ACTIVITY
Which lines of the data contain the string "canvas"? Copy every one of them.

BEGIN

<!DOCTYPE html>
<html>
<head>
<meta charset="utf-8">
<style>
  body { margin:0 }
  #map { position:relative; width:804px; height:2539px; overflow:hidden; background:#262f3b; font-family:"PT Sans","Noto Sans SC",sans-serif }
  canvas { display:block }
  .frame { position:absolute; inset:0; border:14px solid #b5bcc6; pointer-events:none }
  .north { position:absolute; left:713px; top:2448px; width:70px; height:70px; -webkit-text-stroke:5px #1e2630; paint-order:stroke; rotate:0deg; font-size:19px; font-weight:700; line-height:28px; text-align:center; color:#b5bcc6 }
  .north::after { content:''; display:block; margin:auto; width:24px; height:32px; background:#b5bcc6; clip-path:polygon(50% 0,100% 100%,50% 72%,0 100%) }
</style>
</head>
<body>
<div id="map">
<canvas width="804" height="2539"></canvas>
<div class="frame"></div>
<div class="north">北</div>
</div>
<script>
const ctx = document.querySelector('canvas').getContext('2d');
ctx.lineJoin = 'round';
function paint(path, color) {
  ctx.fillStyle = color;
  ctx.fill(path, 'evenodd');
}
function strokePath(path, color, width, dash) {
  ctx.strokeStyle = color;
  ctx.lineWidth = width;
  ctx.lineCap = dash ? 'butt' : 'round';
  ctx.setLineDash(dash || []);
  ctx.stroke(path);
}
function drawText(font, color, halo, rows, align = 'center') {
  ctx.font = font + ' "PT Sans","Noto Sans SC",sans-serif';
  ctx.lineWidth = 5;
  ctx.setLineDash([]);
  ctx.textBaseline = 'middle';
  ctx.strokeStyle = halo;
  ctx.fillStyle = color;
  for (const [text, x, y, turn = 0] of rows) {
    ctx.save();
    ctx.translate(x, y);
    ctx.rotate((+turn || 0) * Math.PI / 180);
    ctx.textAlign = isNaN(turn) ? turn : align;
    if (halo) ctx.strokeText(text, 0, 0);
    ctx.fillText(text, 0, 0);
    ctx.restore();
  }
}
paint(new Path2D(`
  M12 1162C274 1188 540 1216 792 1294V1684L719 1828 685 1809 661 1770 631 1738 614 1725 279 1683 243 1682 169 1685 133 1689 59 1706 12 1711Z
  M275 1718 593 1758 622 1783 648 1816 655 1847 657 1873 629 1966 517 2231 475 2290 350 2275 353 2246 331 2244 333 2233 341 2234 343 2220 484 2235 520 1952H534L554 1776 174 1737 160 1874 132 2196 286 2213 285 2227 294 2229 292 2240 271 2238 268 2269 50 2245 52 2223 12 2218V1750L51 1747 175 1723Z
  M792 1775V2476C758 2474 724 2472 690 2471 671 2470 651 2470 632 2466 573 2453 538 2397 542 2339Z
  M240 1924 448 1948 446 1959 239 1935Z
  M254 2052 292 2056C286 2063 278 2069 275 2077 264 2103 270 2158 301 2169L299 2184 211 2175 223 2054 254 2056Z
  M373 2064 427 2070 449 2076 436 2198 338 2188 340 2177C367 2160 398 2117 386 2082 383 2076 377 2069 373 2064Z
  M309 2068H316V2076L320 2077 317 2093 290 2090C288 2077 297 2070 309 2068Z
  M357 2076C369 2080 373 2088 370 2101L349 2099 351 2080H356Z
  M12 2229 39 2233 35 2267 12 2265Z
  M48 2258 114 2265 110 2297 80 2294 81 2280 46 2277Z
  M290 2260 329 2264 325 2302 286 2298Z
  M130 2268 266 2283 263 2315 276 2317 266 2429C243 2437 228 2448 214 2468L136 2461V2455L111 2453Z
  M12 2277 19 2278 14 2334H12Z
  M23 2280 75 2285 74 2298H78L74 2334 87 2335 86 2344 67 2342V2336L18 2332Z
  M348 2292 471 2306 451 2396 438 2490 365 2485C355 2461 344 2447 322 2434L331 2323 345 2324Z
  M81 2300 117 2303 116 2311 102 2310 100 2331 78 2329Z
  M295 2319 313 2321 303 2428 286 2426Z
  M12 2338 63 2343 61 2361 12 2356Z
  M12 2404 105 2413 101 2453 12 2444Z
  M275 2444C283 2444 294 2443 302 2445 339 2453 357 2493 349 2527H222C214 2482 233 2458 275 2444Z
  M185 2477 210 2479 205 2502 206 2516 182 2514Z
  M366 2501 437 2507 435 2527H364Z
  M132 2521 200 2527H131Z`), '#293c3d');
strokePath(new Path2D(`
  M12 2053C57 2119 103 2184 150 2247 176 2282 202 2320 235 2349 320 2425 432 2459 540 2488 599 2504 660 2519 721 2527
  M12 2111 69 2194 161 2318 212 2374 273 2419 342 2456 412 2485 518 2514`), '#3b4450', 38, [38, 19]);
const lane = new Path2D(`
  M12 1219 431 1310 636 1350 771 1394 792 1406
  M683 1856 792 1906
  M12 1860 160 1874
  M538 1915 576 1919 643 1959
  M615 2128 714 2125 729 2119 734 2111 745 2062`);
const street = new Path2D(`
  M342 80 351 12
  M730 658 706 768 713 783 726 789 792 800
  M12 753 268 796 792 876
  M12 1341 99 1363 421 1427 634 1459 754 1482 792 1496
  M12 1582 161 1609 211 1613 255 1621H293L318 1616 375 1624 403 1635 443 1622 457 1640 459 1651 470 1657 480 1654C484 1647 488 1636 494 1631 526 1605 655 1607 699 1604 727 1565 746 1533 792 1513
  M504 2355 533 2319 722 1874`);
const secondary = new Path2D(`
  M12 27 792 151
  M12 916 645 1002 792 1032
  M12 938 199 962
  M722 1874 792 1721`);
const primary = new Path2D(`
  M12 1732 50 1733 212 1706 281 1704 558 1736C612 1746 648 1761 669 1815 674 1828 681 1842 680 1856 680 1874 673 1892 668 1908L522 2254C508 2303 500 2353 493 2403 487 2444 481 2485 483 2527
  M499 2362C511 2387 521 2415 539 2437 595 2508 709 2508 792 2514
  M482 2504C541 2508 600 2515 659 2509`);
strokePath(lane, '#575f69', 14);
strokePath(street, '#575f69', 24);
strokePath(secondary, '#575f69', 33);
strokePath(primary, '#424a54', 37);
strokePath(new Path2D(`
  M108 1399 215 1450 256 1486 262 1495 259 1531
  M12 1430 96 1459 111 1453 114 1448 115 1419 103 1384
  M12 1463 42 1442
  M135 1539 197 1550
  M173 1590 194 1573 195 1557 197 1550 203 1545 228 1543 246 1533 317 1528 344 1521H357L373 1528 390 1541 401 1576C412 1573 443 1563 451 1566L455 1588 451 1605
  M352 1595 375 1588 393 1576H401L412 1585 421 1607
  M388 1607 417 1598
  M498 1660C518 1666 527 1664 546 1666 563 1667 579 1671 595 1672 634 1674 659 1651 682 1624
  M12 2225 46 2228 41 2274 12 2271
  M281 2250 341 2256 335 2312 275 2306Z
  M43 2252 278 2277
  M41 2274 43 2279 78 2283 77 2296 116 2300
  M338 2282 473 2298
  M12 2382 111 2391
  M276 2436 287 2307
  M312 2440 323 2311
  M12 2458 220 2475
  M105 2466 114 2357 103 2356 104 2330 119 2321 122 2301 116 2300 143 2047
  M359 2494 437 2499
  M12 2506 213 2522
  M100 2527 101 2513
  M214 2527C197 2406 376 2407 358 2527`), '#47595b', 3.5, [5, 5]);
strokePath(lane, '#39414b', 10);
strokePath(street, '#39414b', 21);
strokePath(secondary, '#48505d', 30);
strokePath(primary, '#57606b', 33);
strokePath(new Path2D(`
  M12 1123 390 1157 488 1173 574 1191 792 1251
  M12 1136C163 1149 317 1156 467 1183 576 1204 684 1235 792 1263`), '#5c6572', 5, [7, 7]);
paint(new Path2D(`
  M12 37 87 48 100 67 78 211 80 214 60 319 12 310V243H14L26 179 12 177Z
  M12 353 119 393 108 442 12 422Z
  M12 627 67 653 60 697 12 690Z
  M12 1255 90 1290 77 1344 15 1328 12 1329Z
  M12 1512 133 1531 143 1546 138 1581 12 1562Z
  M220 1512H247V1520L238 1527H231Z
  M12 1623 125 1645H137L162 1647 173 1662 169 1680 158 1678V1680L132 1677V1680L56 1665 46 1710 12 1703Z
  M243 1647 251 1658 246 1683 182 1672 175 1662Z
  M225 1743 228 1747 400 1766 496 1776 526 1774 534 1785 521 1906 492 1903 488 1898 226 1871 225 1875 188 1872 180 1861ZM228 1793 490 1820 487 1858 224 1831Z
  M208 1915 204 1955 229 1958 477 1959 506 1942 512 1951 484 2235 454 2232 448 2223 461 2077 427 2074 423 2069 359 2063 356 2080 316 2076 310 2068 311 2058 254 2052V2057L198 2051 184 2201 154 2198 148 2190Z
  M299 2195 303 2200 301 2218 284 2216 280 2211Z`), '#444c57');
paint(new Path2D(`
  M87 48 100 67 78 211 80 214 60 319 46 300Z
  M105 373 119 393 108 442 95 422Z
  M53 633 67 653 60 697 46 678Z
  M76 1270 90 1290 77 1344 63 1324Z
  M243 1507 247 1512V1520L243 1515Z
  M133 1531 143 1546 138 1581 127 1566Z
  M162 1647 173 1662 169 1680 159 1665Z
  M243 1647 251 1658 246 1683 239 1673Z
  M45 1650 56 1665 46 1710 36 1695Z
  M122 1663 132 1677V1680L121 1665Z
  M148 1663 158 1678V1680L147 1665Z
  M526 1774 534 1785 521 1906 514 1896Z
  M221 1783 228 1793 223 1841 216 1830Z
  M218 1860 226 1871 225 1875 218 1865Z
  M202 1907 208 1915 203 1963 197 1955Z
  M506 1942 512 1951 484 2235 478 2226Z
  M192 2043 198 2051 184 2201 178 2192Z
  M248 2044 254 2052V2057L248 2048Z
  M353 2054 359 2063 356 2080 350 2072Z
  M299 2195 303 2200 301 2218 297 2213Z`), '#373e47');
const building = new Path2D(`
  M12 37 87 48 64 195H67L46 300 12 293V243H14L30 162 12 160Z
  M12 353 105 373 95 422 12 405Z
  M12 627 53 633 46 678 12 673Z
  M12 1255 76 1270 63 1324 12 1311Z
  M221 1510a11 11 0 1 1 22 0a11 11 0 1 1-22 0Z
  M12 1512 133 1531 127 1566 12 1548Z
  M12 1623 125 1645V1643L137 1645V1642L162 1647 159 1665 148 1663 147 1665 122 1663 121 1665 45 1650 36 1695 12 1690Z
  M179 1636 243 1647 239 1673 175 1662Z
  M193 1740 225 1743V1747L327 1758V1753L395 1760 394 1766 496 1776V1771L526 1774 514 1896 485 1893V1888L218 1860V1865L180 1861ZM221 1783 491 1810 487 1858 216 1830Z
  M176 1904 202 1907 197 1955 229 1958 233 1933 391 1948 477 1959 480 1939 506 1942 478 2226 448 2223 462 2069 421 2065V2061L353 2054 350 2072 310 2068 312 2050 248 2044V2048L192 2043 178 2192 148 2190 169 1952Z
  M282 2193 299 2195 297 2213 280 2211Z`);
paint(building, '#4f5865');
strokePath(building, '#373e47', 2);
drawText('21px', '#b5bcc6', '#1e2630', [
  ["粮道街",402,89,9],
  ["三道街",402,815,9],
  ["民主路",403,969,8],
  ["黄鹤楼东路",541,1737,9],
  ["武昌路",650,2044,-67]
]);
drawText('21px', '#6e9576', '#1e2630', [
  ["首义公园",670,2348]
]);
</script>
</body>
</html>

END

SOLVED PROBLEM
  canvas { display:block }
<canvas width="804" height="2539"></canvas>
const ctx = document.querySelector('canvas').getContext('2d');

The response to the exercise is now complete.